# [What is being asked]
Give the count of lines in the records that contain the string "stream", and write nothing but that number.
□ □ □
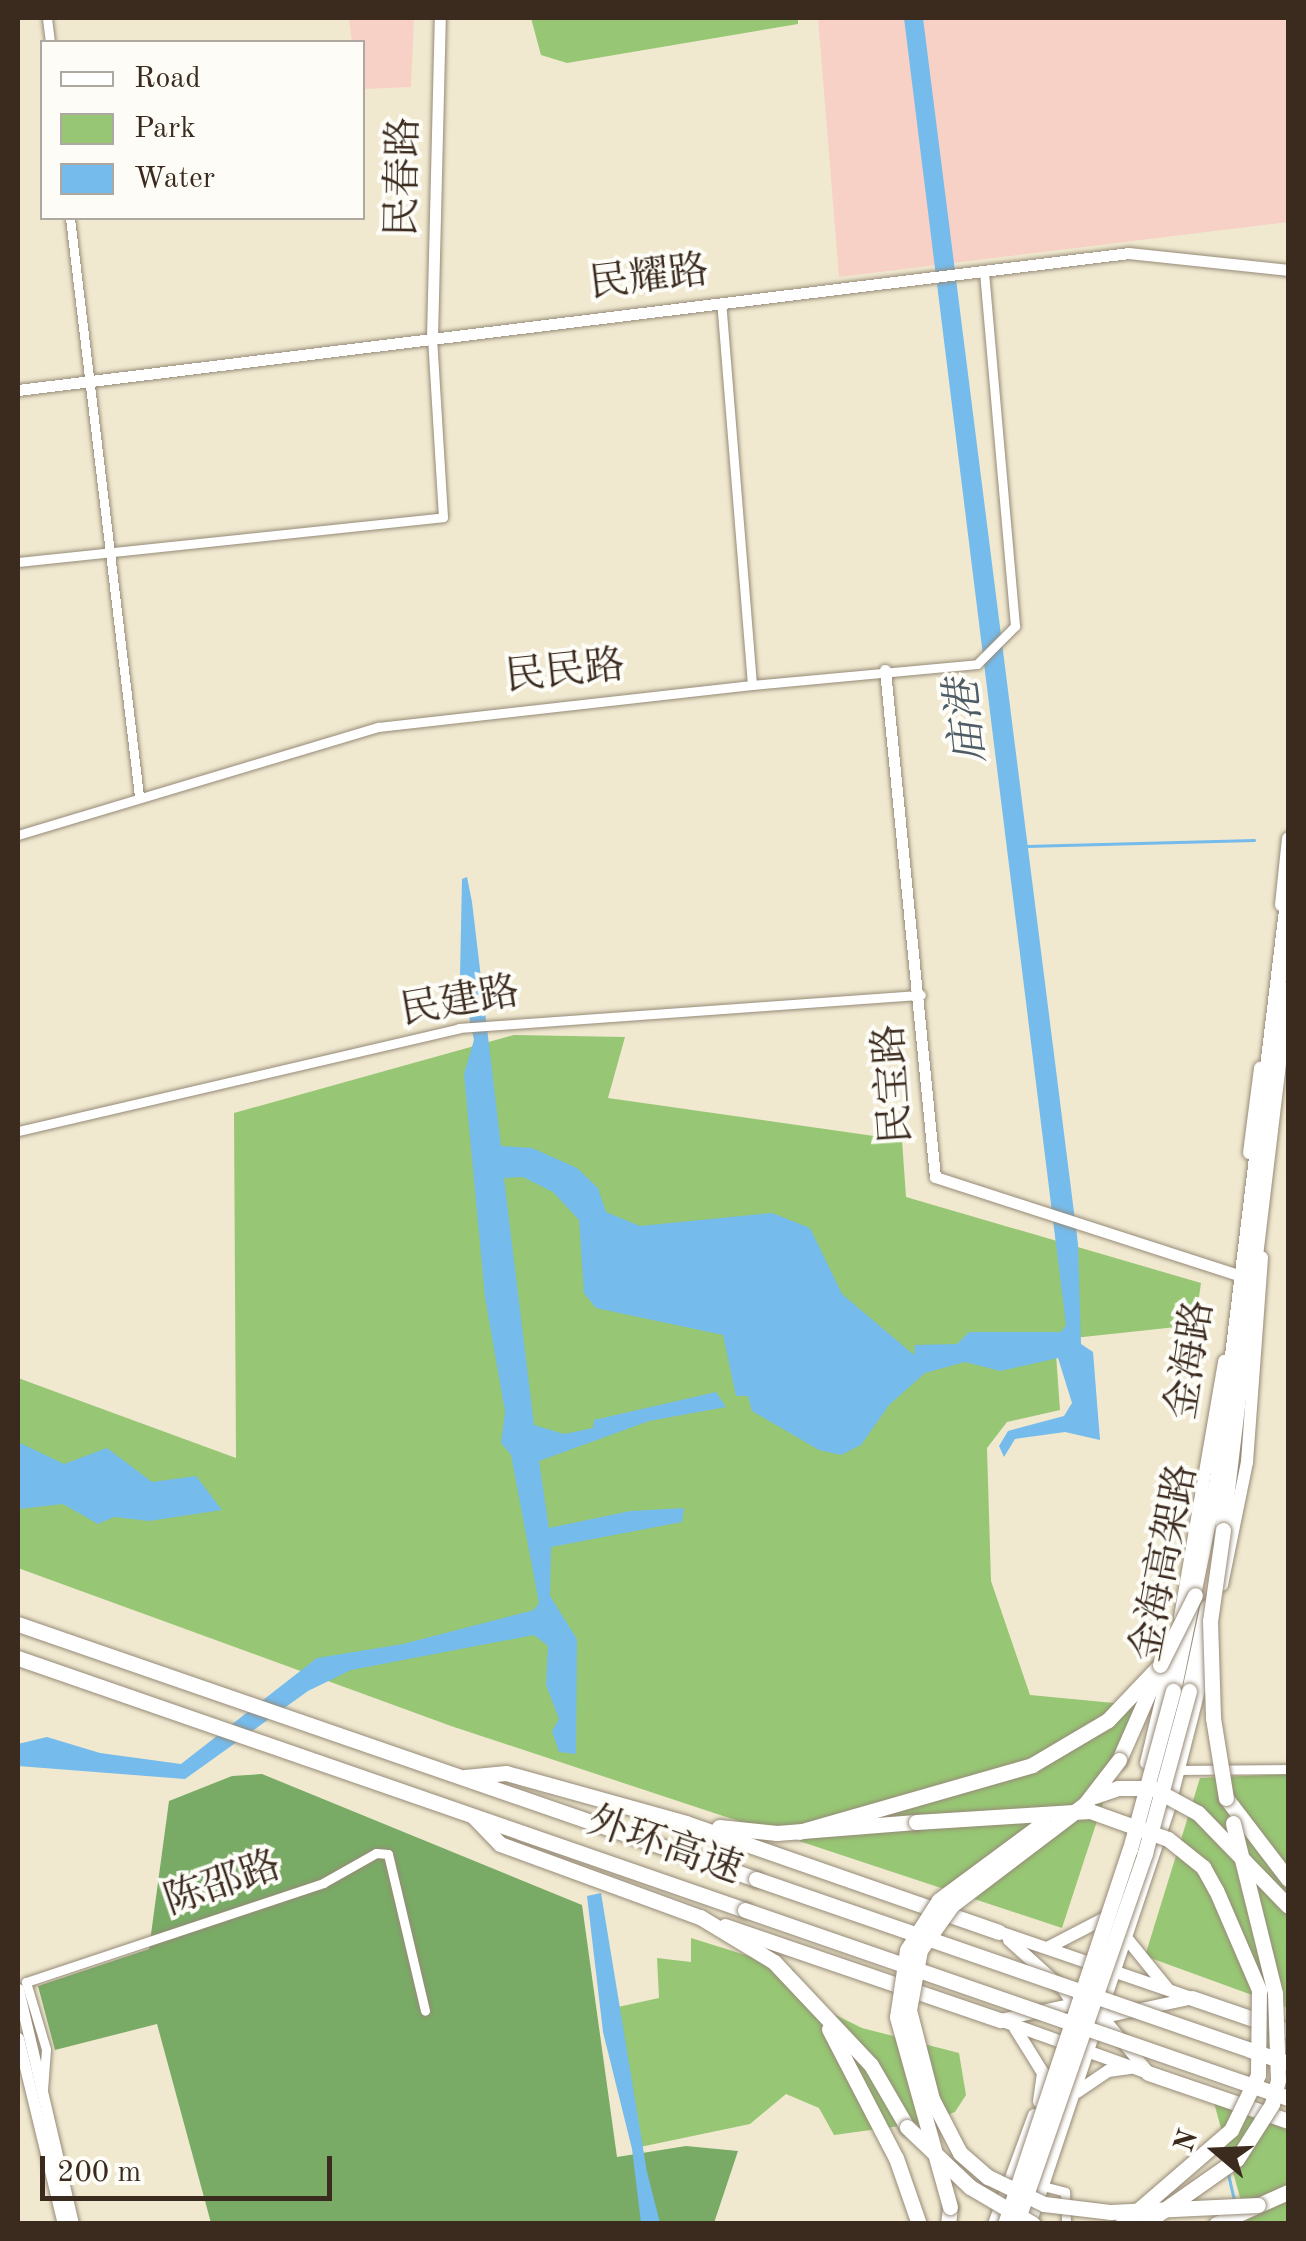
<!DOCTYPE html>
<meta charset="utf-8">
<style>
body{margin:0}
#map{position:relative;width:1306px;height:2241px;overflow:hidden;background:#f0e9d0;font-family:"Old Standard TT","Noto Serif SC",serif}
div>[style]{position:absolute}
.built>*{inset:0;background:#f7d1c6}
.green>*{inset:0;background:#97c674}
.forest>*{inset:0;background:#79ab66}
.water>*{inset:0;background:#75bbec}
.stream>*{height:2.5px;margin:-1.25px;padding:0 1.25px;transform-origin:1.25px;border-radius:1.25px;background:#75bbec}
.roads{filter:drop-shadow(0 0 2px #968a77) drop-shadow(0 0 2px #968a77)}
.street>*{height:9px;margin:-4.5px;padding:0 4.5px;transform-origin:4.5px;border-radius:4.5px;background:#fff}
.secondary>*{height:11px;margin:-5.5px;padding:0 5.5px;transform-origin:5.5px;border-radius:5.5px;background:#fff}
.primary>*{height:12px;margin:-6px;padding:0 6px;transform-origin:6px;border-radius:6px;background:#fff}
.highway>*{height:15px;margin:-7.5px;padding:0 7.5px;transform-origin:7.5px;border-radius:7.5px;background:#fff}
.bridges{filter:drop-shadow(0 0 2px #968a77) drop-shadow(0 0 2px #968a77)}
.highway-bridge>*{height:15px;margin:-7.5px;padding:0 7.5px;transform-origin:7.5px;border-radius:7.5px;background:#fff}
span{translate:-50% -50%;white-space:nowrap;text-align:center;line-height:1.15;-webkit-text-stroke:8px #fdfcf7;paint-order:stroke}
.street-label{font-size:40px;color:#3b2a1e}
.water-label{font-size:42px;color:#4f5d66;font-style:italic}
.frame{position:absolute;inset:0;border:20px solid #3b2a1e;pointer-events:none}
.legend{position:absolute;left:40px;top:40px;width:325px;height:180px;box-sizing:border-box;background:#fdfcf7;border:2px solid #afa8a0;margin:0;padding:12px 18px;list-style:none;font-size:30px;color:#3b2a1e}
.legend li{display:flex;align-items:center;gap:20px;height:50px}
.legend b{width:50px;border:2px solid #afa8a0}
.north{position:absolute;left:1166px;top:2101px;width:100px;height:100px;-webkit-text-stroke:8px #fdfcf7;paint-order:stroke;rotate:289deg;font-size:28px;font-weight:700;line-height:40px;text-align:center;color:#3b2a1e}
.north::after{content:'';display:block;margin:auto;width:35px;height:45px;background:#3b2a1e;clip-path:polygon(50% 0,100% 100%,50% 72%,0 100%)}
.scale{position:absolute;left:40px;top:2156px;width:292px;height:45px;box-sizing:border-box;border:5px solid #3b2a1e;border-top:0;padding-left:12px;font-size:30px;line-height:35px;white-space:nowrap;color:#3b2a1e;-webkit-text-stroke:8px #fdfcf7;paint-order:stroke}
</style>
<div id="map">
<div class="built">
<div style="clip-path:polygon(349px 18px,414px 18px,411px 87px,363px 89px,362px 42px,352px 42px)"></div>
<div style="clip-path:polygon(818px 18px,1288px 18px,1288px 222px,839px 277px)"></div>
</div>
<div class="green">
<div style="clip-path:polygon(531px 18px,798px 18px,798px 24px,567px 63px,541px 55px)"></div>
<div style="clip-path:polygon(514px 1035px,625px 1037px,608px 1098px,902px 1140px,906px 1197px,1201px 1283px,1195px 1325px,1055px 1340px,1060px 1410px,1007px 1422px,987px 1448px,991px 1581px,1030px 1695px,1135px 1705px,1062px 1928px,451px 1726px,18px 1568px,18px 1378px,236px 1458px,234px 1113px)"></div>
<div style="clip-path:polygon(1288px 1774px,1288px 2008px,1145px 1956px,1200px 1778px)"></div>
<div style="clip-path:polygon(691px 1938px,794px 1970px,795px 1995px,862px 2028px,959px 2053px,966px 2095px,955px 2112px,929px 2122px,834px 2135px,819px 2108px,786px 2094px,750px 2124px,640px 2147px,618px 2007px,659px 1998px,657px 1958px,691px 1962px)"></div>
<div style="clip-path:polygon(1213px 2099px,1288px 2125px,1288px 2223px,1247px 2223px)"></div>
</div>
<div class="forest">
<div style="clip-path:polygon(262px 1774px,582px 1905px,617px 2157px,686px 2146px,738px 2151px,714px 2223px,211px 2223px,157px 2024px,55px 2050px,38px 1986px,149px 1949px,169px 1801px,232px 1776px)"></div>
</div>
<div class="water">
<div style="clip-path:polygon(904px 18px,923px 18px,1078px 1244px,1081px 1344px,1093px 1352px,1100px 1440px,1065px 1432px,1015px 1439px,1004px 1457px,999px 1446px,1008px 1431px,1064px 1416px,1072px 1403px,1058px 1358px,1000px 1371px,965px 1362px,925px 1373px,889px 1405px,861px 1445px,841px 1455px,819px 1450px,752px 1411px,748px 1396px,736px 1396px,723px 1335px,596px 1308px,584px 1293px,579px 1220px,553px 1192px,523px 1177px,504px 1178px,534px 1425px,564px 1434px,593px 1428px,594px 1420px,716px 1392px,726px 1407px,649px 1421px,539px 1461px,549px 1528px,630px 1511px,684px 1508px,682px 1522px,551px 1547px,550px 1596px,577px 1639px,576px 1754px,559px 1752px,552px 1731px,559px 1719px,546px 1685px,548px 1646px,534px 1635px,351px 1670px,308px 1691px,185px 1779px,18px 1766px,18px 1744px,47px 1737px,100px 1753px,181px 1764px,317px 1658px,403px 1644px,534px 1610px,539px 1603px,511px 1455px,501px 1443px,505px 1412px,485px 1297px,464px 1074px,474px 1040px,460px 975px,462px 879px,467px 877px,472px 902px,501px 1146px,532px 1148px,577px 1168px,598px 1188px,606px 1212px,640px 1226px,772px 1213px,810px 1228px,842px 1294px,914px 1355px,915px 1345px,957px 1344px,969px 1332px,1061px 1332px,1066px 1325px)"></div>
<div style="clip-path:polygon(18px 1442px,64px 1464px,107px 1448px,152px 1482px,196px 1476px,222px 1510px,149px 1521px,114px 1517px,98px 1524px,63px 1504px,19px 1509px)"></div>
<div style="clip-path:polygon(601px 1893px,647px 2172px,660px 2223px,641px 2223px,632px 2149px,603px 2032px,587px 1896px)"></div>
</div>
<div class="stream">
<div style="left:1026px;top:846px;width:228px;rotate:-1.5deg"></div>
<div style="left:1228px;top:2172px;width:27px;rotate:77deg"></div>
</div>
<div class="roads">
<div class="street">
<div style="left:47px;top:18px;width:24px;rotate:83deg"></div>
<div style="left:70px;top:218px;width:582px;rotate:83.19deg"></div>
<div style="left:18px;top:562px;width:427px;rotate:-6deg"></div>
<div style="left:443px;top:517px;width:179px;rotate:-93.5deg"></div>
<div style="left:752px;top:685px;width:226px;rotate:-5.3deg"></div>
<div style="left:977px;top:664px;width:54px;rotate:-45deg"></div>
<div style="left:1015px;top:626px;width:356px;rotate:-95deg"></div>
<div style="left:18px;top:835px;width:376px;rotate:-16.7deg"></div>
<div style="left:378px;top:727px;width:376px;rotate:-6.4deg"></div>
<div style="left:752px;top:685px;width:383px;rotate:-94.6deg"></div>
<div style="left:18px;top:1131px;width:453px;rotate:-13.1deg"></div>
<div style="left:459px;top:1028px;width:463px;rotate:-4.1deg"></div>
<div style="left:1181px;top:1770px;width:107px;rotate:-0.5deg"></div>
<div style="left:43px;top:2090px;width:41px;rotate:-85.8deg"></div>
<div style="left:46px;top:2049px;width:70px;rotate:-106.6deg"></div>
<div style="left:26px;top:1982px;width:313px;rotate:-18.4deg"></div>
<div style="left:323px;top:1883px;width:61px;rotate:-29.5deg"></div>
<div style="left:376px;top:1853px;width:12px;rotate:5deg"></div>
<div style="left:388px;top:1854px;width:161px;rotate:76.7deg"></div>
<div style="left:1043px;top:2186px;width:23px;rotate:15deg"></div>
<div style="left:1065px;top:2192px;width:32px;rotate:88deg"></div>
</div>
<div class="secondary">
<div style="left:432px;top:338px;width:320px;rotate:-88.6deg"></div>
<div style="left:18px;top:390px;width:1119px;rotate:-7.03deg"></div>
<div style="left:1129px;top:253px;width:160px;rotate:6.1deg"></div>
<div style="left:885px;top:670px;width:509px;rotate:84.37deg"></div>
<div style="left:935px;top:1177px;width:318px;rotate:17.9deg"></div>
<div style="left:18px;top:1989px;width:241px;rotate:76.8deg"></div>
<div style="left:18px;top:2038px;width:191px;rotate:76.4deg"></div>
</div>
<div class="primary">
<div style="left:1281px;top:905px;width:67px;rotate:-84deg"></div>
<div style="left:1249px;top:1153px;width:86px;rotate:-82.6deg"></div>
<div style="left:1222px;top:1585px;width:126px;rotate:-78.5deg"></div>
<div style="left:1247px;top:1462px;width:205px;rotate:-85.8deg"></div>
<div style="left:1180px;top:1617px;width:260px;rotate:-80.2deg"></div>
<div style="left:1146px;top:1763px;width:119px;rotate:-76.4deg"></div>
<div style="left:999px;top:1932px;width:204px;rotate:18.9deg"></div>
<div style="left:1009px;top:1940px;width:74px;rotate:42.3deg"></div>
<div style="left:1064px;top:1990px;width:31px;rotate:58deg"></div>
<div style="left:1128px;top:1940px;width:62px;rotate:50.9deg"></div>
<div style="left:1047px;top:1948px;width:65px;rotate:-27.3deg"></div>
<div style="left:1099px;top:2013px;width:75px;rotate:50.4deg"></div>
<div style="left:1095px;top:2019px;width:95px;rotate:-12.1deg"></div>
<div style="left:1000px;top:2020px;width:157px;rotate:19.7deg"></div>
<div style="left:1000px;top:2020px;width:77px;rotate:-12deg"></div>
<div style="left:1015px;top:2028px;width:53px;rotate:58.1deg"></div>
<div style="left:1043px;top:2073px;width:29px;rotate:98deg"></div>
<div style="left:1077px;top:2092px;width:37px;rotate:-34deg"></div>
<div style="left:1108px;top:2071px;width:22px;rotate:-8deg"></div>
<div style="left:994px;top:2224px;width:116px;rotate:-69.8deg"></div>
<div style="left:1030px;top:2224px;width:439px;rotate:-71.5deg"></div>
<div style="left:1169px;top:1808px;width:154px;rotate:-75.7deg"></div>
</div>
<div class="highway">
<div style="left:1221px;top:1540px;width:556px;rotate:-83.18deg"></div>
<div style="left:18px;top:1624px;width:781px;rotate:19.06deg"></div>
<div style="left:18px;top:1658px;width:769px;rotate:19.12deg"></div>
<div style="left:1173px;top:1691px;width:217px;rotate:-78.3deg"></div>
<div style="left:1217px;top:1479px;width:590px;rotate:-83.09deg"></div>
<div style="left:1189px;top:1691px;width:86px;rotate:-77.9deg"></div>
<div style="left:1119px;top:1760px;width:90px;rotate:-66.3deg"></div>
<div style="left:465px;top:1777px;width:41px;rotate:-5.6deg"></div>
<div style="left:506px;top:1773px;width:187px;rotate:15.5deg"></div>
<div style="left:686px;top:1823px;width:331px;rotate:19.2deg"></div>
<div style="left:1226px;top:1798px;width:102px;rotate:52.6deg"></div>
<div style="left:474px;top:1817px;width:37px;rotate:46deg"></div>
<div style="left:500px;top:1844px;width:213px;rotate:20.1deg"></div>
<div style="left:700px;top:1917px;width:87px;rotate:31.3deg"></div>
<div style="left:774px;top:1962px;width:141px;rotate:46.7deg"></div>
<div style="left:871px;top:2065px;width:72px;rotate:59.9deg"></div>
<div style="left:719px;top:1827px;width:58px;rotate:5.9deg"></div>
<div style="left:777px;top:1833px;width:139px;rotate:-4.5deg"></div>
<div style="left:799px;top:1832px;width:242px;rotate:-16deg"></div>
<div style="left:1032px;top:1765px;width:88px;rotate:-30.6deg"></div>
<div style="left:1108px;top:1720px;width:76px;rotate:-46.6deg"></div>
<div style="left:725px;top:1926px;width:291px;rotate:18.9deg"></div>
<div style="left:1192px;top:1998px;width:102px;rotate:19deg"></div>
<div style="left:829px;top:2029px;width:145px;rotate:62.6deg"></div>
<div style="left:896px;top:2158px;width:70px;rotate:70.8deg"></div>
<div style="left:1148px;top:2073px;width:148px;rotate:18.9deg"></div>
<div style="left:948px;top:2224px;width:17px;rotate:-83deg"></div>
<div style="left:1216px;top:2224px;width:79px;rotate:-24deg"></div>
</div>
</div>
<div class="bridges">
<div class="highway-bridge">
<div style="left:1223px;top:1530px;width:92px;rotate:98.1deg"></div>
<div style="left:1210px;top:1621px;width:97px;rotate:88.2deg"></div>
<div style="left:1213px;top:1718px;width:81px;rotate:80.8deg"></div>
<div style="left:1160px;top:1665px;width:78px;rotate:-63.4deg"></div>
<div style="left:1119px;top:1760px;width:56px;rotate:127.7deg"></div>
<div style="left:1085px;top:1804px;width:167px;rotate:142.8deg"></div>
<div style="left:952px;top:1905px;width:55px;rotate:125.4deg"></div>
<div style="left:920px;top:1950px;width:61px;rotate:100.4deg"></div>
<div style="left:909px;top:2010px;width:92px;rotate:75.5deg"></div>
<div style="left:932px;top:2099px;width:61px;rotate:62.6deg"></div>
<div style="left:960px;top:2153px;width:37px;rotate:41deg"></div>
<div style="left:988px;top:2177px;width:62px;rotate:25.7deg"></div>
<div style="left:1044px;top:2204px;width:66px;rotate:6.9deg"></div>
<div style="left:1110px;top:2212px;width:148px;rotate:-2.7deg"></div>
<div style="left:1095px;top:1796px;width:24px;rotate:-19deg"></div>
<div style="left:1118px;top:1788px;width:34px"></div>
<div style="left:1152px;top:1788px;width:52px;rotate:28.5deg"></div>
<div style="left:1198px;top:1813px;width:129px;rotate:45.9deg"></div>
<div style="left:916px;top:1822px;width:174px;rotate:-3.6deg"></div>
<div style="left:1090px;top:1811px;width:83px;rotate:19.7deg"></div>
<div style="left:1168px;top:1839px;width:45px;rotate:38.7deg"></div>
<div style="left:1203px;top:1867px;width:26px;rotate:61deg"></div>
<div style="left:1216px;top:1890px;width:109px;rotate:66.7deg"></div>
<div style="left:1259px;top:1990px;width:85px;rotate:90.7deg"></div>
<div style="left:1258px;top:2075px;width:61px;rotate:116.1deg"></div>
<div style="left:1231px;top:2130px;width:144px;rotate:139.2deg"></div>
<div style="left:756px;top:1879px;width:563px;rotate:19.08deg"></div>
<div style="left:745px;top:1910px;width:575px;rotate:19.1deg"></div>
<div style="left:907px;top:2127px;width:87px;rotate:43.6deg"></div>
<div style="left:970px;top:2187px;width:73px;rotate:30.4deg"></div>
<div style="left:950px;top:2207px;width:197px;rotate:-105.6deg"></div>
<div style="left:897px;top:2017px;width:68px;rotate:-81.5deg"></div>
<div style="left:907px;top:1950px;width:59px;rotate:-57.4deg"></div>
<div style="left:939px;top:1900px;width:129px;rotate:-36.5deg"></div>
<div style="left:1005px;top:2224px;width:395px;rotate:-71.6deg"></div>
<div style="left:1130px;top:1849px;width:164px;rotate:-74.8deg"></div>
<div style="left:1016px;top:2224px;width:393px;rotate:-70.8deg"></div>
<div style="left:1145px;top:1853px;width:168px;rotate:-74.8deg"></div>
<div style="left:1144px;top:2224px;width:113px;rotate:-35deg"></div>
<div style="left:1237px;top:2159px;width:65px;rotate:-57.5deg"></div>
<div style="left:1272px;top:2104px;width:25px;rotate:-76deg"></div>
<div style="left:1278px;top:2080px;width:87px;rotate:-92deg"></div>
<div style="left:1275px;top:1993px;width:175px;rotate:-103.9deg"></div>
</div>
</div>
<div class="street-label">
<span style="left:405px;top:177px;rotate:-89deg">民春路</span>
<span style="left:649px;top:279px;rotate:-7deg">民耀路</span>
<span style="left:565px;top:673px;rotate:-6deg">民民路</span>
<span style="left:460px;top:1003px;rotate:-10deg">民建路</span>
<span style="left:895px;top:1084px;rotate:-94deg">民宝路</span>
<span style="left:1192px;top:1360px;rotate:-81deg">金海路</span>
<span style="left:1166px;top:1563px;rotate:-79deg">金海高架路</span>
<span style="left:664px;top:1847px;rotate:19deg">外环高速</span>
<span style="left:223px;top:1885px;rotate:-19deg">陈邵路</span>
</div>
<div class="water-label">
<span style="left:968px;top:721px;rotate:-96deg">庙港</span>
</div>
<div class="frame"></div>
<ul class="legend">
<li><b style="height:12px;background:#fff"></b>Road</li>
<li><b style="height:28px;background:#97c674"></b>Park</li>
<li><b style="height:28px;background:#75bbec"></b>Water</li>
</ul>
<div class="north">N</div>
<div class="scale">200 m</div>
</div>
□ □ □
# [Written response]
2